3. Access/Exploitation — The primary goal is defeating target security mechanisms during this phase. Identified vulnerabilities are specifically targeted.

4. Maintaining access/privilege escalation — Once a system is successfully penetrated, access must be maintained while exploiting vulnerabilities. Privilege escalation and pivoting, depending on the engagement’s scope; however, harvesting data is usually the primary goal of this stage.

5. Exfiltration/Reporting — Any network or system access leaves traces of evidence. Some hackers purposely leave evidence found during incident response and later analysis outside of a penetration test. Others take great care to hide all of their activities. Whether removal of digital forensic evidence is helpful for penetration testers depends on prior agreement. It could be beneficial to leave log traces to demonstrate successful access and aid in implementing countermeasures. During this phase, reporting of all activities of the penetration testing process is reported, both successful and unsuccessful.

Testing Methods

Methods used while performing penetration testing vary widely. A selected methodology depends on the particular device or component and its suspected vulnerabilities. For example, web application testing uses different methods than the methods used to test network components, operating systems, databases, or while attempting privilege escalation. Depending on the stage, component, or device, methods could include vulnerability and port scans, packet sniffing, DoS attacks, and social engineering tactics. While maintaining access attempting to pivot or escalate privileges, the tester will try to obtain authorization to access data within scope. Also, if in scope, obtaining remote access for further data exfiltration would be attempted during this stage. If the rules of engagement permit this, a tester ensures access for further examination or data exfiltration of the targeted system.

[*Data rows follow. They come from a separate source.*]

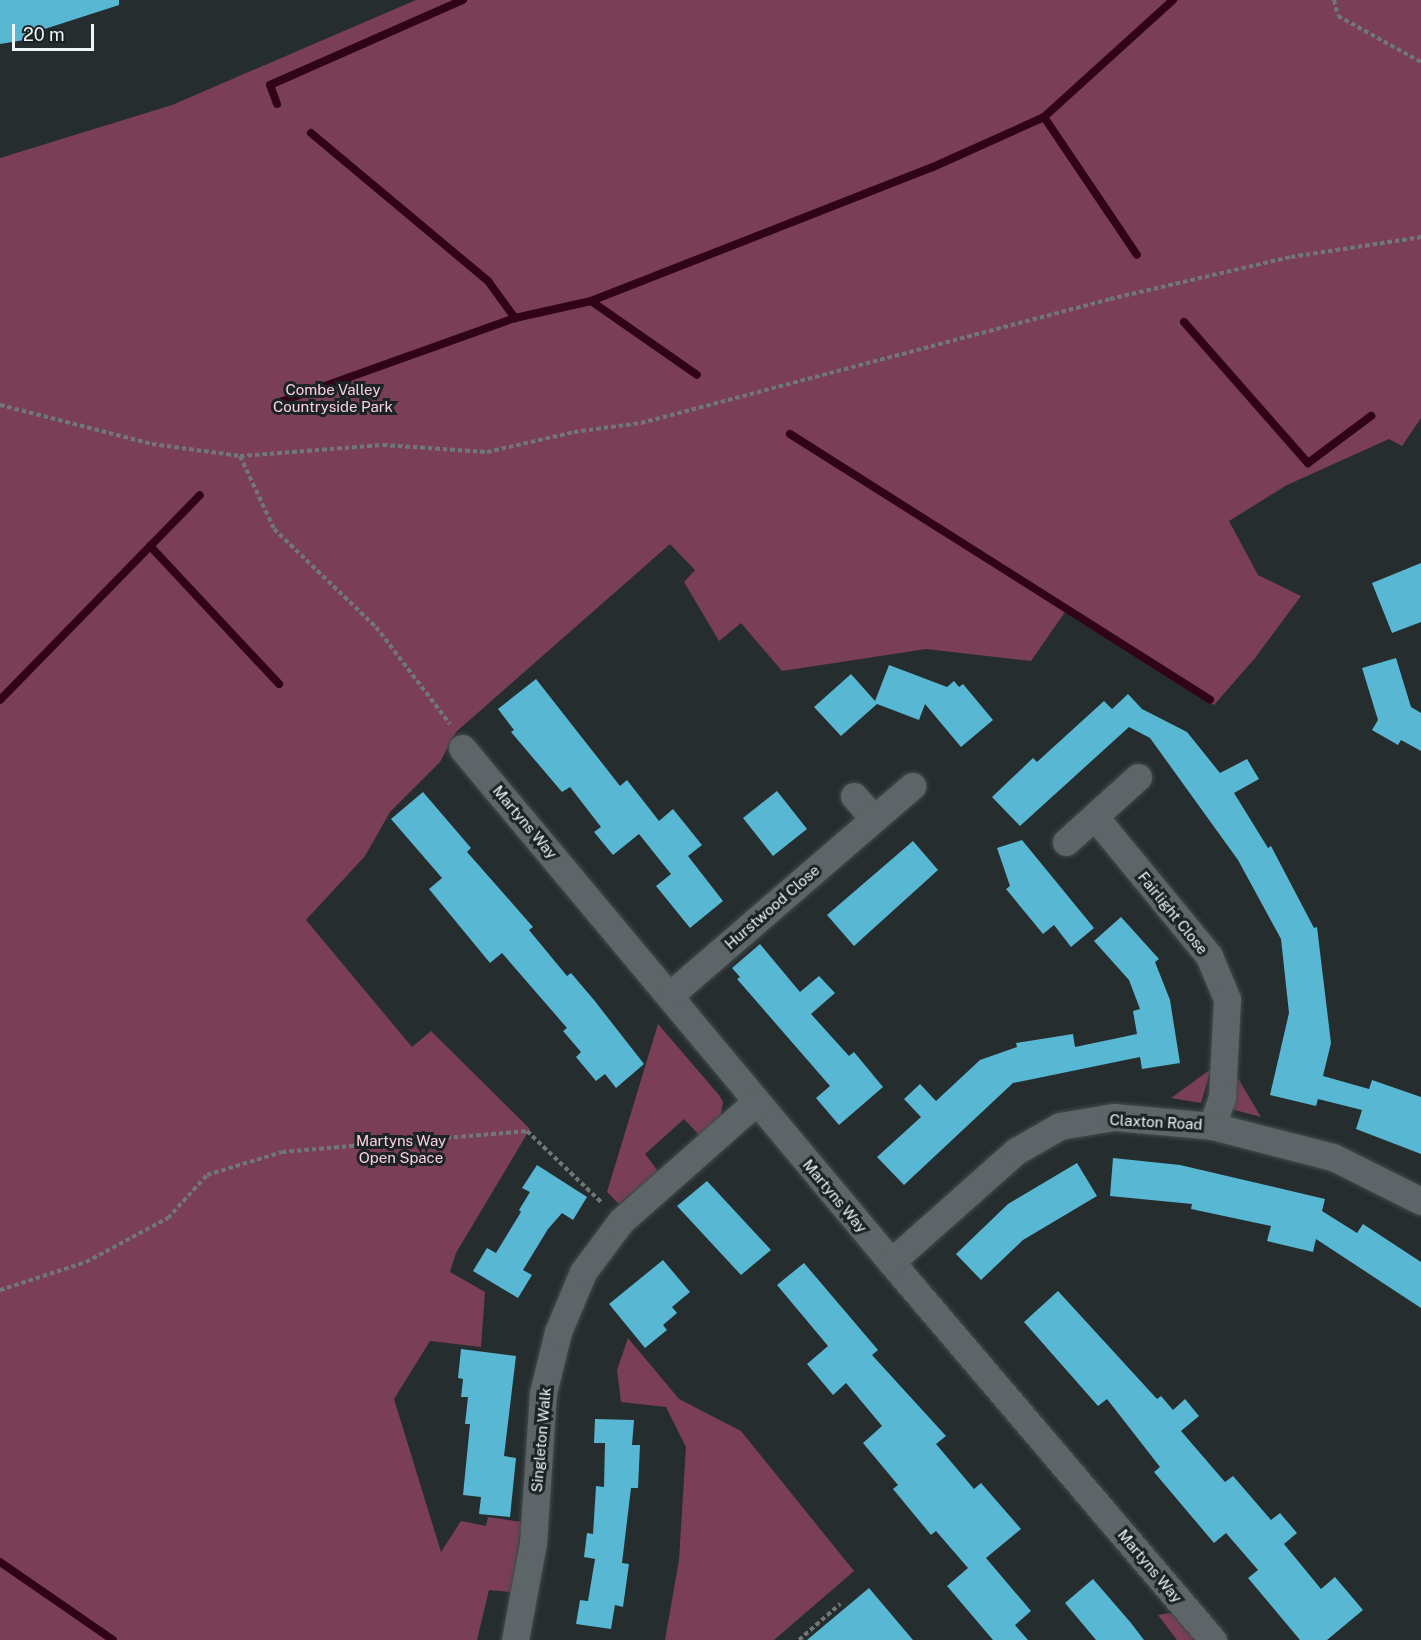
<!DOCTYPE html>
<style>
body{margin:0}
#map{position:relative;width:1421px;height:1640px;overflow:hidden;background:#252d2f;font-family:"Public Sans",sans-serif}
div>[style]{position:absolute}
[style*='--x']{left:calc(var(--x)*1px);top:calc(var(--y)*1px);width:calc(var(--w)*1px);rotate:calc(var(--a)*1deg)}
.green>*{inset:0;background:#7b3f55}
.stream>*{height:8px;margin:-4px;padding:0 4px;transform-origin:4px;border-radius:4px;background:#310318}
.building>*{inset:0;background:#58b7d2}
.path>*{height:4px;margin-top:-2px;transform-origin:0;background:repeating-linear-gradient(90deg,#707779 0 4.5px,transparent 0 7.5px)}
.roads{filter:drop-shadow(0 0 2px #444b4c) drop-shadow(0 0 2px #444b4c)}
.minor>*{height:27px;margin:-13.5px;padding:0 13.5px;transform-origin:13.5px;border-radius:13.5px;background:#5d6568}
span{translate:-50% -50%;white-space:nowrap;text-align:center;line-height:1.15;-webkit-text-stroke:6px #1c2325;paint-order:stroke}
.park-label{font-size:15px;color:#fbd0dd}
.street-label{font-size:15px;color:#eff4f5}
.scale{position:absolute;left:12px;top:24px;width:82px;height:27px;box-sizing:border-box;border:3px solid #eff4f5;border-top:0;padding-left:8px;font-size:18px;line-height:21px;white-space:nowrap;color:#eff4f5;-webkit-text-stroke:4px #1c2325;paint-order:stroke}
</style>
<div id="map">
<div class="green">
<div style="clip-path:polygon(416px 0,1421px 0,1421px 418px,1402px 446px,1389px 439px,1287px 485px,1229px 521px,1258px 575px,1301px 596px,1255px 658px,1214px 705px,1065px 612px,1031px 661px,926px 649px,782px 671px,741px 623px,719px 641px,684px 582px,695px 570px,670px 544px,456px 732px,440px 762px,390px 812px,365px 856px,306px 920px,412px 1047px,431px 1031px,530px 1129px,456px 1253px,450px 1272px,485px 1292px,481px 1347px,430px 1341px,394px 1399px,441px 1552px,461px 1521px,486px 1526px,488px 1517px,522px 1522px,511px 1592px,489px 1590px,477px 1640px,0 1640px,0 158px,172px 105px)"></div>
<div style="clip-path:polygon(658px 1024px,719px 1095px,723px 1102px,721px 1115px,699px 1135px,684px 1119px,645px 1154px,658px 1171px,619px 1204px,607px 1192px)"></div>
<div style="clip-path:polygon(1211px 1069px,1201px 1103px,1171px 1098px)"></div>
<div style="clip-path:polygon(1236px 1075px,1261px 1117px,1231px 1109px)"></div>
<div style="clip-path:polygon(628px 1338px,679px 1399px,741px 1431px,854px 1571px,774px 1640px,665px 1640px,679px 1560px,686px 1447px,666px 1407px,621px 1402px,617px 1370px)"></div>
<div style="clip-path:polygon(1171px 1613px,1193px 1638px,1193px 1640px,1177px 1640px,1158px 1615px)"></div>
</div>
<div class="stream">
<div style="--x:277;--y:104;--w:20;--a:-110"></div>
<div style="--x:270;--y:85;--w:211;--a:-23.8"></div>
<div style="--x:1044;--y:117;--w:166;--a:56"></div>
<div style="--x:311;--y:133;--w:231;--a:39.9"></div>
<div style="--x:488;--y:281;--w:46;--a:53.9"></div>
<div style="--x:591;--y:301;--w:129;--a:34.9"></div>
<div style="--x:1184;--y:322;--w:188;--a:48.7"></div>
<div style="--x:1308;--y:463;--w:79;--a:-36.7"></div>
<div style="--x:280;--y:402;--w:250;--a:-19.7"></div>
<div style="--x:515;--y:318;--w:78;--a:-12.6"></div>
<div style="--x:591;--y:301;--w:367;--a:-21.4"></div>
<div style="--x:933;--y:167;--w:122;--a:-24.2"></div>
<div style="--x:1044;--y:117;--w:174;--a:-42.2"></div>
<div style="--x:790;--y:434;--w:497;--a:32.3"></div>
<div style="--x:150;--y:546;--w:189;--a:46.9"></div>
<div style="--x:0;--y:700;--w:286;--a:-45.7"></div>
<div style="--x:0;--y:1562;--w:137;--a:34.6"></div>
</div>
<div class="building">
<div style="clip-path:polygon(0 0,119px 0,119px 5px,23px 36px,24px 40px,0 44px)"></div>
<div style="clip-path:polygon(1421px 563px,1421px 622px,1392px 633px,1372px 583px)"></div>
<div style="clip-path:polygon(1396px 658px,1411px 707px,1421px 713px,1421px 751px,1401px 740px,1398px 745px,1372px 730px,1378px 720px,1362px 668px)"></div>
<div style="clip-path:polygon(889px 665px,947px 687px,954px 681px,959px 687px,963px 684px,993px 720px,961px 747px,925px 704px,919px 720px,877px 704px,841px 736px,814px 707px,851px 674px,875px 701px)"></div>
<div style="clip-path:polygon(536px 679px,620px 786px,627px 780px,659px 821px,673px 809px,702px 845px,688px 856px,723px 901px,690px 928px,656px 886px,671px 874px,639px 834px,613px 855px,594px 832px,601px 827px,570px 787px,562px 792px,511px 732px,514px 730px,498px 709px)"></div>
<div style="clip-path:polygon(1128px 694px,1142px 709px,1187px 732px,1220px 773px,1247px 759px,1259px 779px,1234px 793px,1268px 848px,1271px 846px,1314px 928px,1317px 927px,1331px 1043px,1323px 1076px,1369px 1089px,1372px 1080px,1421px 1097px,1421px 1154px,1356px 1129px,1362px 1110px,1318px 1099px,1316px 1106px,1270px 1095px,1289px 1013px,1281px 939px,1238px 860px,1150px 738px,1129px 727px,1020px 826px,992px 797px,1033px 758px,1037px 762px,1104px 701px,1112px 709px)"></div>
<div style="clip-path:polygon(777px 791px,807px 829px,773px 856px,743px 818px)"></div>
<div style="clip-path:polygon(423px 792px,471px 848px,467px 852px,533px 927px,529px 930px,567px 976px,571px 973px,594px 1000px,644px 1064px,616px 1088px,605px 1074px,596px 1081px,576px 1057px,581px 1052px,563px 1031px,567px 1028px,502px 953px,490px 963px,429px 889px,442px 878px,391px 819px)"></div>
<div style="clip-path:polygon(1022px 840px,1094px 928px,1071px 947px,1054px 925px,1043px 934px,1006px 889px,1010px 886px,997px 848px)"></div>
<div style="clip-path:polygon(913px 841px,938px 870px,854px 946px,827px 915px)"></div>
<div style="clip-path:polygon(1121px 917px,1159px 959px,1155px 962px,1170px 1000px,1180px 1063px,1142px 1069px,1140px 1057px,1013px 1083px,904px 1185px,877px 1157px,921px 1117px,904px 1099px,920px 1084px,936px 1101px,980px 1060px,1017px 1047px,1016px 1043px,1073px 1034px,1075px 1047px,1137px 1034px,1133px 1011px,1140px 1009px,1129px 980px,1094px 941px)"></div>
<div style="clip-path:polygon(760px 944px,800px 992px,819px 976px,835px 993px,811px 1014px,849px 1056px,854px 1052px,883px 1087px,839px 1125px,816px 1098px,830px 1086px,737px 979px,740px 977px,732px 968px)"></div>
<div style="clip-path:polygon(1113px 1158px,1180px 1165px,1325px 1199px,1322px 1211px,1357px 1233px,1363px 1224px,1421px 1262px,1421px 1308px,1316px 1239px,1313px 1252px,1267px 1241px,1271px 1226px,1191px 1209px,1192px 1204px,1110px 1196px)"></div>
<div style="clip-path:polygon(1077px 1163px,1097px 1196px,1023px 1240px,981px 1280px,956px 1254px,1008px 1204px)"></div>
<div style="clip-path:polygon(537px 1165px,587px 1197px,573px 1220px,562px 1213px,548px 1229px,523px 1270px,532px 1275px,518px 1298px,473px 1271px,487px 1248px,496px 1253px,521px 1212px,519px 1210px,530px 1192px,522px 1188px)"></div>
<div style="clip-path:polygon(707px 1181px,771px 1250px,741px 1275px,677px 1206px)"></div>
<div style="clip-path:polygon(663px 1260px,690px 1292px,672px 1307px,677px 1313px,663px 1325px,667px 1330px,645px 1348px,609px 1304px)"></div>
<div style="clip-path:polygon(804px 1263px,878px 1350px,872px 1355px,946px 1436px,936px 1444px,974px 1489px,981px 1483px,1021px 1529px,986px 1558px,1031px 1611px,1015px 1625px,1028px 1640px,993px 1640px,947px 1586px,968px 1568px,936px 1531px,931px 1535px,893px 1489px,898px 1485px,863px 1443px,882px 1426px,846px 1383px,833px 1395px,807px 1364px,828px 1346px,777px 1285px)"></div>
<div style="clip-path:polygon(1058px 1291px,1157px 1399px,1161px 1396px,1173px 1410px,1185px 1399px,1199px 1416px,1181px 1431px,1225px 1482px,1233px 1476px,1271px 1520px,1280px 1513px,1297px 1533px,1284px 1544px,1321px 1589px,1335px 1577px,1363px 1610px,1327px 1640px,1300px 1640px,1248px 1578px,1258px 1570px,1226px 1533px,1214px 1543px,1154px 1472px,1160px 1467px,1107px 1399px,1098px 1406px,1024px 1322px)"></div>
<div style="clip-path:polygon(461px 1349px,516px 1356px,504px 1456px,516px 1458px,510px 1517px,479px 1514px,481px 1497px,463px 1495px,470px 1424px,465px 1424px,468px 1397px,461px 1397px,463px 1379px,458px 1378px)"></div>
<div style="clip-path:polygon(595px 1419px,634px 1420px,632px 1445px,640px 1445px,638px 1488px,631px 1488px,622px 1563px,629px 1564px,623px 1607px,615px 1605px,611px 1629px,576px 1624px,580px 1600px,588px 1601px,595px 1559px,584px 1557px,587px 1533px,593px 1534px,596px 1486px,604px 1487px,605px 1443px,594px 1443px)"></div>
<div style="clip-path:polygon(1093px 1579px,1131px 1623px,1144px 1640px,1096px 1640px,1065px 1603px)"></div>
<div style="clip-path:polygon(869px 1588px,913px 1640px,807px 1640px)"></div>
</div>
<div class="path">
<div style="--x:1334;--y:0;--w:16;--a:76"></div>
<div style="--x:1338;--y:16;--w:95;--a:29"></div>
<div style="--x:0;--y:405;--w:157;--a:14.4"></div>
<div style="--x:152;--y:444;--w:89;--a:7.8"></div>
<div style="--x:240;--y:456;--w:143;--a:-4.4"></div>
<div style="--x:383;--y:445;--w:104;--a:3.9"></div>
<div style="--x:487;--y:452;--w:89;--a:-12.9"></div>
<div style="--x:574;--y:432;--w:68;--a:-7.7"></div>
<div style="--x:641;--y:423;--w:485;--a:-14.8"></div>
<div style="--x:1110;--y:299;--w:186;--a:-13.1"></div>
<div style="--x:1291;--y:257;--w:132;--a:-8.7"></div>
<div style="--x:240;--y:456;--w:81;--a:65"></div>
<div style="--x:274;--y:529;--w:141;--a:43.9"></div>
<div style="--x:376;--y:627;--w:122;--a:52.7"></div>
<div style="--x:0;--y:1290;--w:90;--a:-18"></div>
<div style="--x:86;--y:1262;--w:93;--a:-28.2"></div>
<div style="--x:168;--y:1218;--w:58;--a:-47.8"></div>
<div style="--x:207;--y:1175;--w:78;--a:-17"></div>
<div style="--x:282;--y:1152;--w:246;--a:-4.9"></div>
<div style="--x:527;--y:1131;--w:103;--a:43.8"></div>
<div style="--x:799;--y:1640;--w:55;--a:-41.3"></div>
</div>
<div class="roads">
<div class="minor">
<div style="--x:462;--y:748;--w:670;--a:50.15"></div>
<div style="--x:891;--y:1262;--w:497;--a:49.6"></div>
<div style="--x:854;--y:796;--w:30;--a:49"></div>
<div style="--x:1095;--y:817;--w:180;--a:50.6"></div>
<div style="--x:1209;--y:956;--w:47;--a:67.3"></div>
<div style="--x:1227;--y:999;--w:98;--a:92.9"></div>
<div style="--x:1222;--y:1097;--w:31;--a:109"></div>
<div style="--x:1066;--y:842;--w:97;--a:-42.1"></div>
<div style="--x:670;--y:995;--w:320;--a:-40.8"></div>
<div style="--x:891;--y:1262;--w:167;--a:-41.6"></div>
<div style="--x:1016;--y:1151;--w:51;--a:-29.6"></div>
<div style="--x:1060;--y:1126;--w:55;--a:-9.5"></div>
<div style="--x:1114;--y:1117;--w:98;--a:5.2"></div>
<div style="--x:1212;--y:1126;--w:125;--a:14.4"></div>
<div style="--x:1333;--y:1157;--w:98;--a:26.6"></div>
<div style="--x:515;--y:1640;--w:99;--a:-79.5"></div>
<div style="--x:533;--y:1543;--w:150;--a:-86.2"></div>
<div style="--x:543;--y:1393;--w:63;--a:-76.2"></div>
<div style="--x:558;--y:1332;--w:65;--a:-67.4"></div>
<div style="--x:583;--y:1272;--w:64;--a:-53.3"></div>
<div style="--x:621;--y:1221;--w:180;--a:-41.4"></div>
</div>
</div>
<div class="park-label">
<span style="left:333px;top:398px">Combe Valley<br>Countryside Park</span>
<span style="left:401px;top:1149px">Martyns Way<br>Open Space</span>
</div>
<div class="street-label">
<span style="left:525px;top:822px;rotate:50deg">Martyns Way</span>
<span style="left:772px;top:907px;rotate:-41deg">Hurstwood Close</span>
<span style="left:1173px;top:913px;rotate:51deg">Fairlight Close</span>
<span style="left:1156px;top:1122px;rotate:3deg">Claxton Road</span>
<span style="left:835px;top:1196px;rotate:50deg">Martyns Way</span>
<span style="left:541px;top:1440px;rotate:-85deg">Singleton Walk</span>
<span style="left:1150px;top:1566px;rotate:50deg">Martyns Way</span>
</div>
<div class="scale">20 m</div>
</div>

Penetration testers commonly use a Linux operating system. Numerous distributions exist that focus on tool suites containing capable methods used in the various stages of penetration testing. Kali Linux, developed and is maintained by Offensive Security, is well-known for its rich and encompassing toolsets for penetration testers and hackers, ethical or otherwise. Parrot Security OS is another testing distribution that focuses on cloud security. Other frequently used distributions include Samurai’s Web Testing Framework, Pentoo Linux, and ArchStrike. Further, proprietary systems dedicated to penetration testing are commonly used. Also, a tester with scripting knowledge may moderate existing code to meet the exact specification for a particular vulnerability as needed.

The method of choice varies according to the particular stage. For example, during planning and reconnaissance, a combination of online tools and frameworks and information gathering via social engineering could be utilized. A commonly used tool during the scanning/enumeration is Nmap. It offers ease of fingerprinting aids evading Intrusion Detection System evasion (Nagendran et al., 2019). In the access/exploitation stage, manual exploitation may be more appropriate than automated tools. Automation will detect numerous exploitable vulnerabilities; however, tester intervention usually selects the most appropriate exploit method. Finally, and perhaps most important, is accurate reporting of results. A summative document is sufficient for senior-level management; however, a detailed explanation of all activities is required for cybersecurity management.

Web applications expose different vulnerabilities than system hardware and operating systems. Common methods to exploit a web application and extract data include SQL injection, cross-site scripting, cross-site request forgery, insecure direct object reference, and remote code execution.

Despite best attempts by network administrators, firewalls are frequently breached. Metasploit, part of the Kali Linux distribution, may be used by penetration testers to bypass firewall security. Penetration testers may also use Nmap and Hping to locate firewalls. After the firewall is located, methods other than Metasploit may be used. For example, traceroute, port scanning, banner grabbing, and access control enumeration may help bypass firewall protection.